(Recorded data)
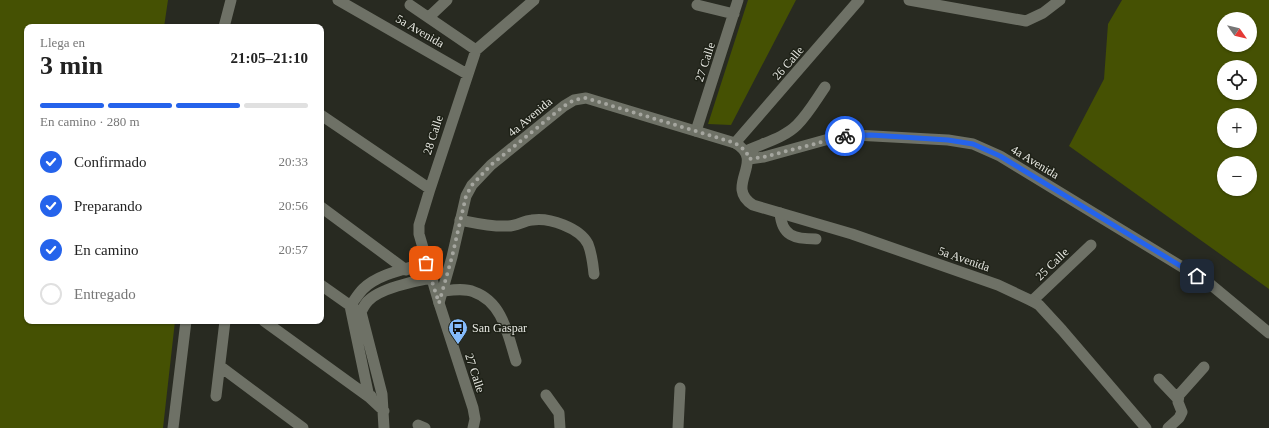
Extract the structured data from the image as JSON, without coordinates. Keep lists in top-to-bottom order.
{
  "streets": {
    "street": [
      "5a Avenida",
      "27 Calle",
      "26 Calle",
      "4a Avenida",
      "28 Calle",
      "25 Calle"
    ]
  },
  "crossings": [
    ["5a Avenida", "4a Avenida"],
    ["5a Avenida", "28 Calle"],
    ["5a Avenida", "25 Calle"],
    ["27 Calle", "4a Avenida"],
    ["27 Calle", "28 Calle"],
    ["26 Calle", "4a Avenida"],
    ["4a Avenida", "28 Calle"]
  ],
  "places": {
    "bus stop": ["San Gaspar"]
  },
  "north": "bottom right",
  "page": {
    "map_buttons": ["+", "−"],
    "heading": ["3 min", "Llega en", "21:05–21:10"],
    "bar": "En camino · 280 m",
    "list": [
      ["Confirmado", "20:33"],
      ["Preparando", "20:56"],
      ["En camino", "20:57"],
      "Entregado"
    ]
  }
}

## Task prompt
An exact transcription of the data above is needed, without the pictures.

## Response for this exercise
Extract the structured data from the image as JSON, without coordinates. Keep lists in top-to-bottom order.
{
  "streets": {
    "street": [
      "5a Avenida",
      "27 Calle",
      "26 Calle",
      "4a Avenida",
      "28 Calle",
      "25 Calle"
    ]
  },
  "crossings": [
    ["5a Avenida", "4a Avenida"],
    ["5a Avenida", "28 Calle"],
    ["5a Avenida", "25 Calle"],
    ["27 Calle", "4a Avenida"],
    ["27 Calle", "28 Calle"],
    ["26 Calle", "4a Avenida"],
    ["4a Avenida", "28 Calle"]
  ],
  "places": {
    "bus stop": ["San Gaspar"]
  },
  "north": "bottom right",
  "page": {
    "map_buttons": ["+", "−"],
    "heading": ["3 min", "Llega en", "21:05–21:10"],
    "bar": "En camino · 280 m",
    "list": [
      ["Confirmado", "20:33"],
      ["Preparando", "20:56"],
      ["En camino", "20:57"],
      "Entregado"
    ]
  }
}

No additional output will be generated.